A relational database works because you tell it what relationships exist in your data. With these relationships fixed in time, you are able to efficiently store and retrieve instance information that fits into that structure. If you ever change your mind about how to structure that data, you need to modify how you describe it to the relational database management system (RDBMS) and massage the old structure into the new. This process can be an expensive and time-consuming effort even if you understand how to do it.

In a single organization this process is difficult, but a sense of common purpose (or a strong-willed and empowered few) can usually bring about a consensus of what the structure should be. As the world changes around you, your needs will change. Even if you could slow down the influence of external events, you see the past and the future through the lens of the present. You are constantly assessing and reassessing your understanding of the world, and you’ll certainly change your understanding of your domains, their terms, their relationships, and so on.

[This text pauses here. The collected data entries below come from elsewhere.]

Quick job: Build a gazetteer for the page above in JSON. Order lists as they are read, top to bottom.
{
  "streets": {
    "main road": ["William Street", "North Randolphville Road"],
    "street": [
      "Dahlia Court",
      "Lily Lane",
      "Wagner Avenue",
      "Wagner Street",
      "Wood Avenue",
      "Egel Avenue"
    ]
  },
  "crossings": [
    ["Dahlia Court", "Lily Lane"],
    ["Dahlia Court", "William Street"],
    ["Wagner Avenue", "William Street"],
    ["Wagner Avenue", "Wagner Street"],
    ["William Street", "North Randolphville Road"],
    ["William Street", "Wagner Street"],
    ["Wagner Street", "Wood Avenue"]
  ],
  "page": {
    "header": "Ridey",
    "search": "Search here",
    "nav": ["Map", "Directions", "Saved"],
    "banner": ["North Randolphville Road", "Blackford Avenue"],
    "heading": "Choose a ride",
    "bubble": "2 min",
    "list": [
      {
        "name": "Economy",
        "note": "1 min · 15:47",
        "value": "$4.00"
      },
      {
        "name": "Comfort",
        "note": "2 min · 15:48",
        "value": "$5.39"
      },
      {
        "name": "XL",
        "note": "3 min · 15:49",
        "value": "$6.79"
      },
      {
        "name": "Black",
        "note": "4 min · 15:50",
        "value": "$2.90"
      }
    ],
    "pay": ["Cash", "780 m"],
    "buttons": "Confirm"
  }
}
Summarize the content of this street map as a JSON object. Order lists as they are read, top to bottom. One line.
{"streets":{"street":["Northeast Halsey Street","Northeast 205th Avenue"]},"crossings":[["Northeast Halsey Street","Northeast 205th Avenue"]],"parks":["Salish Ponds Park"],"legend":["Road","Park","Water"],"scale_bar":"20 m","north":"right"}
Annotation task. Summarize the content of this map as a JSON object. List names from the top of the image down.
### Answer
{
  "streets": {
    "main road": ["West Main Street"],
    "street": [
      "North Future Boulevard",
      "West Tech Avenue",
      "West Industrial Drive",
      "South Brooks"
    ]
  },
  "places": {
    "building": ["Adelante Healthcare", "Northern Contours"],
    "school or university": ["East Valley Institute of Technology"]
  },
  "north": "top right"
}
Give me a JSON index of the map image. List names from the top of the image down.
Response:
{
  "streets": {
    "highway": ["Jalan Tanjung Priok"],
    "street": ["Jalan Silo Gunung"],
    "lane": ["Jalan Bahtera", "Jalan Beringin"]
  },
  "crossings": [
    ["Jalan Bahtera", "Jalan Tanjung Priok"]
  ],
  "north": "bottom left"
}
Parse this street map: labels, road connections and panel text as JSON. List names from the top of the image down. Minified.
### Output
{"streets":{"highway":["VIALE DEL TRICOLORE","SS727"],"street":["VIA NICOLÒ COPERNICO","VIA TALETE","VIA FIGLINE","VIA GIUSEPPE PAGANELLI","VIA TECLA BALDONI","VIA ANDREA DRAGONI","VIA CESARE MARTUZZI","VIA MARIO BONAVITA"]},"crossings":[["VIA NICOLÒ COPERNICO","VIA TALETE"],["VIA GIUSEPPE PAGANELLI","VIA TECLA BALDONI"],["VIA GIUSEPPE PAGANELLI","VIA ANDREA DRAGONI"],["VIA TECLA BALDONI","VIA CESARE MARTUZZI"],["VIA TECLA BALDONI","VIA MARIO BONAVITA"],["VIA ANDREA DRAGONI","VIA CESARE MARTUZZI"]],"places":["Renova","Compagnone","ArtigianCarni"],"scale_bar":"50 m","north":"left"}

Now imagine trying to bridge the chasms of language, culture, competing values, different business priorities, and downright obstinacy. These will be among your challenges when trying to share data across the web. Attempting to get people to agree to most things is a difficult task. One of the most successful and widely used RDF vocabularies is the Dublin Core Metadata Initiative. This effort defined terms and relationships for publication metadata, and is a reasonably well-understood domain that was considered by a reasonably well-functioning standards body. Still, it took approximately seven years to agree on a set of around fifteen terms!

The point is simply that sharing data on the web requires an extensible, open-world model that allows people to agree to disagree. This characteristic is what RDF was designed to provide. After you commit to using the RDF graph model, you need someplace to put it efficiently?triple stores give you this ability. Several systems work well at this functionality, but the focus here will be on a particular solution, called Mulgara.

Mulgara
The Mulgara Semantic Store is an open source project that is a 100% Pure Java-based RDF quad store. It is scalable, supports transactions, and has a pluggable resolver architecture allowing you to interface with non-RDF data sources from within the RDF model. Mulgara currently supports hundreds of millions of triples within a single database instance, while maintaining decent query and storage performance.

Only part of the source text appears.